The utterly boring stock options fraud story got a whole lot more interesting this morning when Apple Computer revealed it may have to restate earnings back to 2002 because -- shocked, shocked! -- it may have made the same accounting "error" as other firms (such as Brocade, whose former execs face criminal charges). (If you want an explanation of the issue, see this colorfully-titled analysis piece from the San Jose Mercury News, Valley Binged On Options Like They Were Meth.)
The all-too-apt cartoon on the left is from the New Yorker a few months ago. I have it hanging on my cube wall. A former employee of a prototypical turn-of-the-millienium dotcom called Commerce One, I admit I binged on a few of those stock option things myself. (The company went out of business in 2004 and its assets were famously auctioned later that year.)
The other day I wondered whether AOL's decision to stop charging for email would lead to it ending the practice of sending out those annoying CDs. Apparently so, as Silicaon Valley gossip blog Valleywag said: "Forty-five people from AOL's free CD department were given paid leave last month to look for new jobs." Hmm, I wonder how that job search is going. "Experience?" "I sent out 60 million free AOL CDs every month." "Damn you to hell, Satanic wretch!"
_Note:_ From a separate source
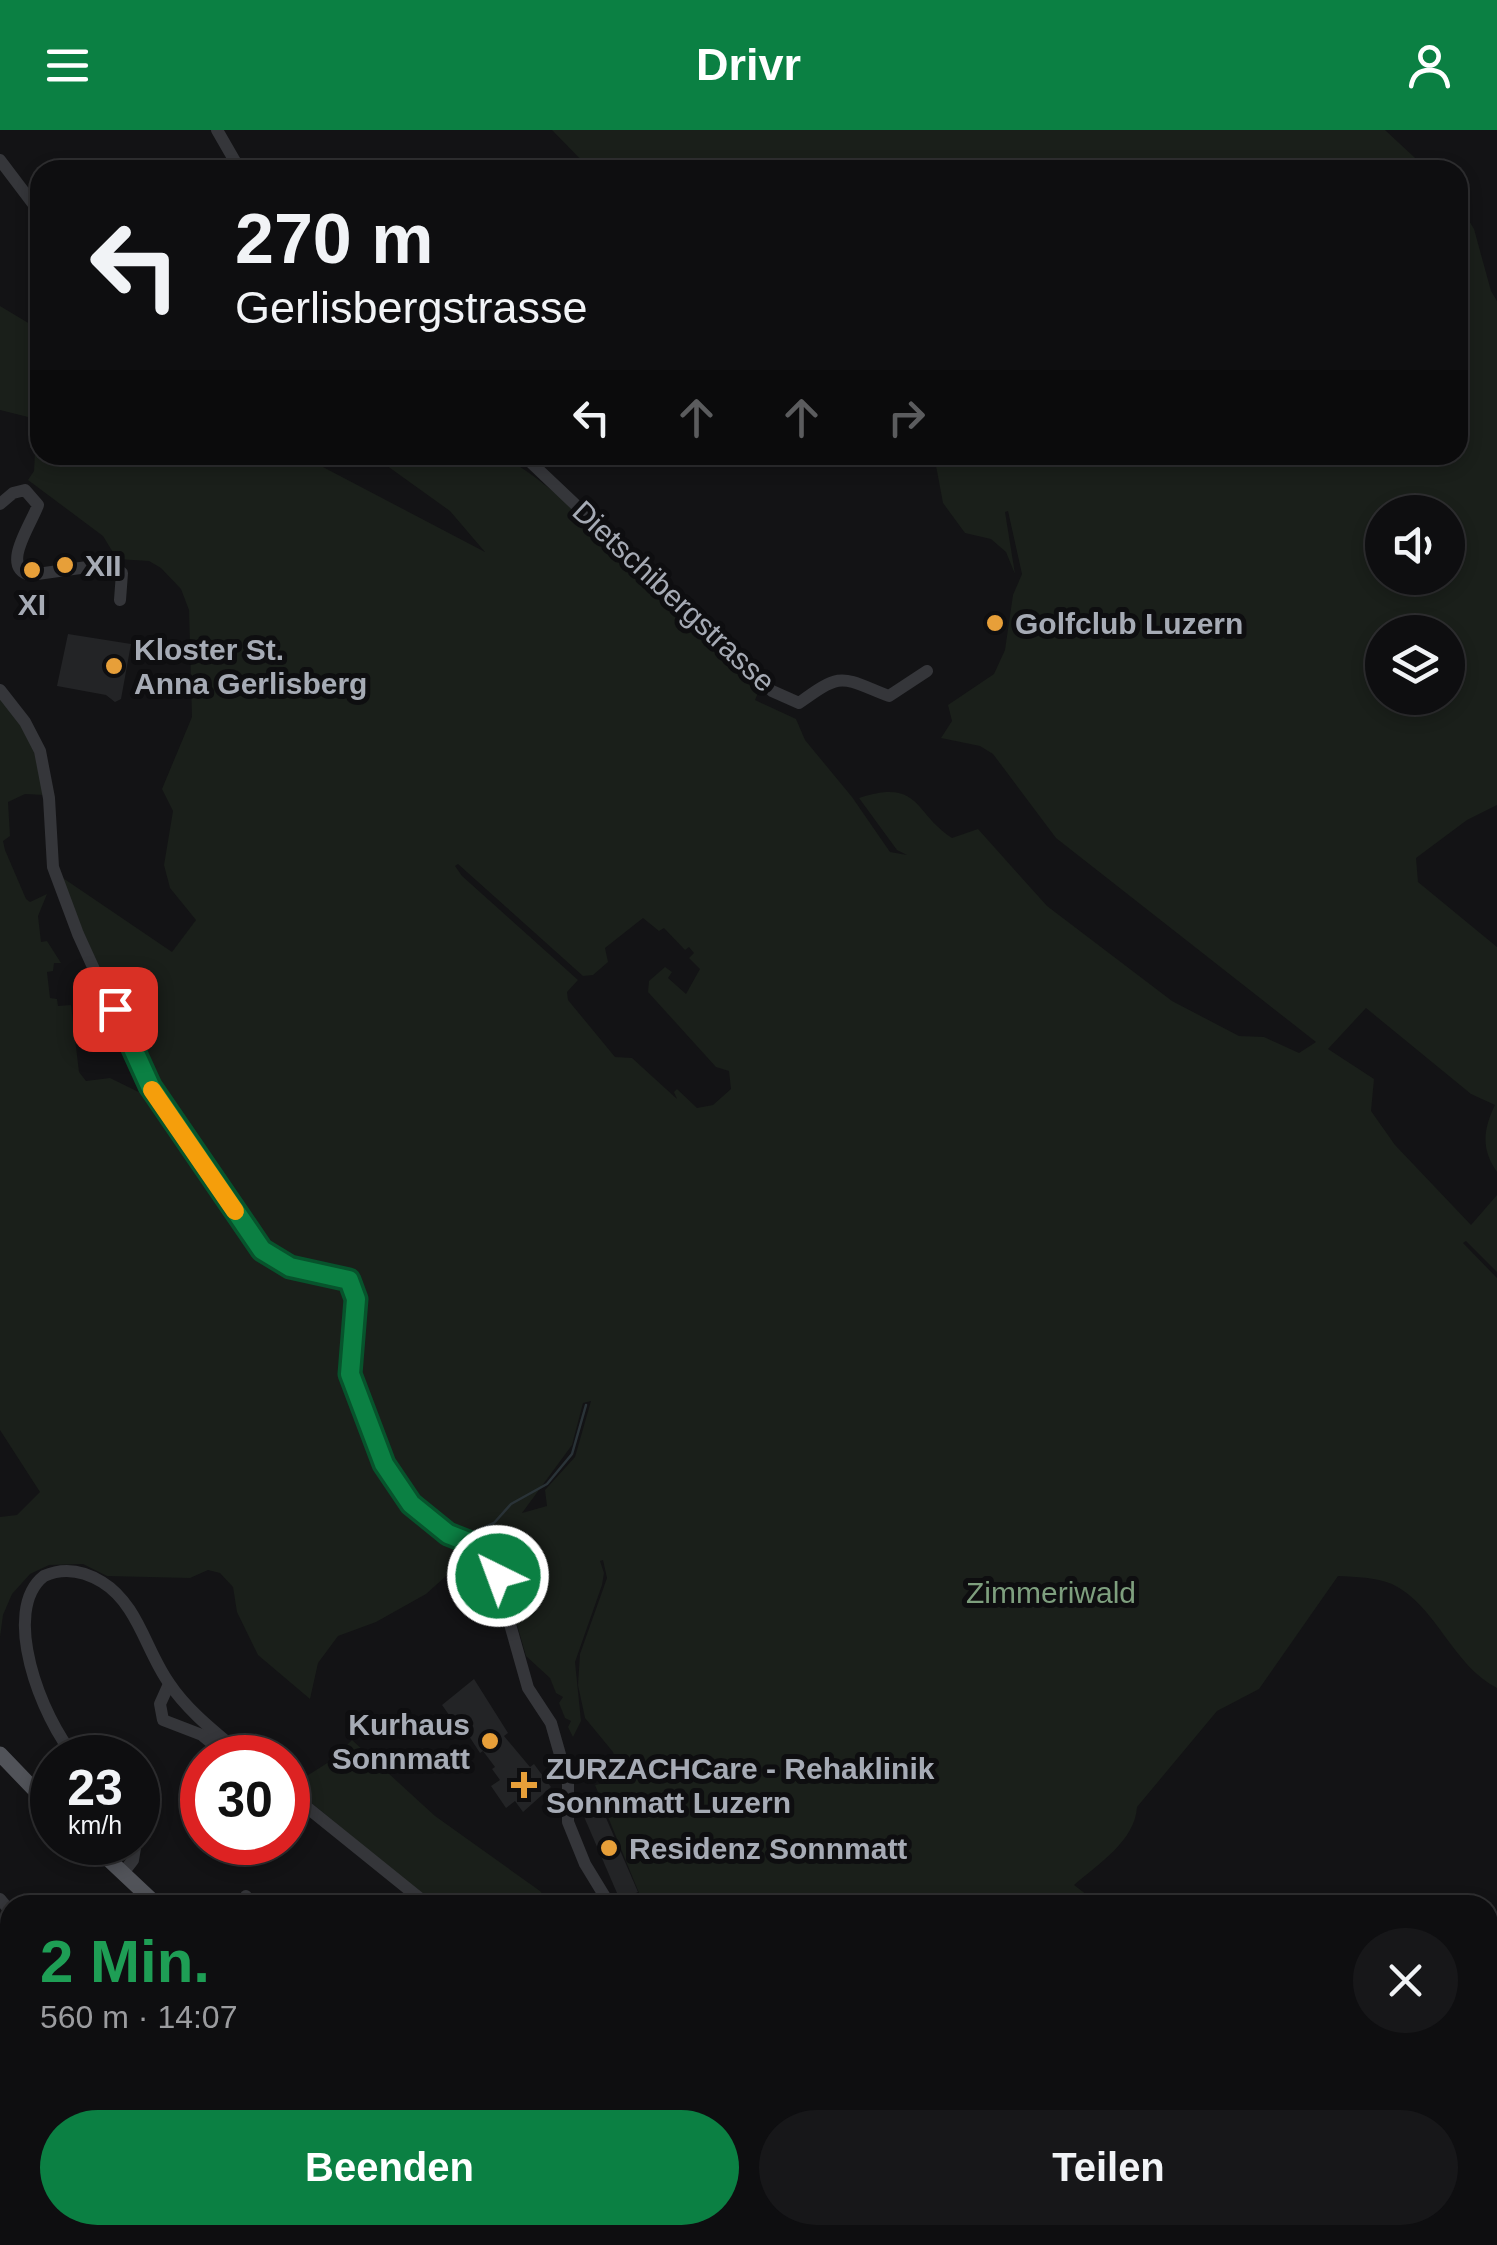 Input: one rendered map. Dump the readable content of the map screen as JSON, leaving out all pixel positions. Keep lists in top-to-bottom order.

Elsewhere in Silicon Valley, two neo-nazis attacked a black man while shouting racist slogans and "firing off Nazi salutes." What were two thugs from the Central Valley doing in Mountain View, one of the more affluent localities that make up Silicon Valley? Construction work.
By the way, how do you simultaneously attack someone and "fire off Nazi salutes"? Do you take turns? Or has it become a sort of karate move: "Seig haaiiiiiii!!"
Finally, the award for today's neologism goes to Technorati, whose site allows you to view listings "in order of recency."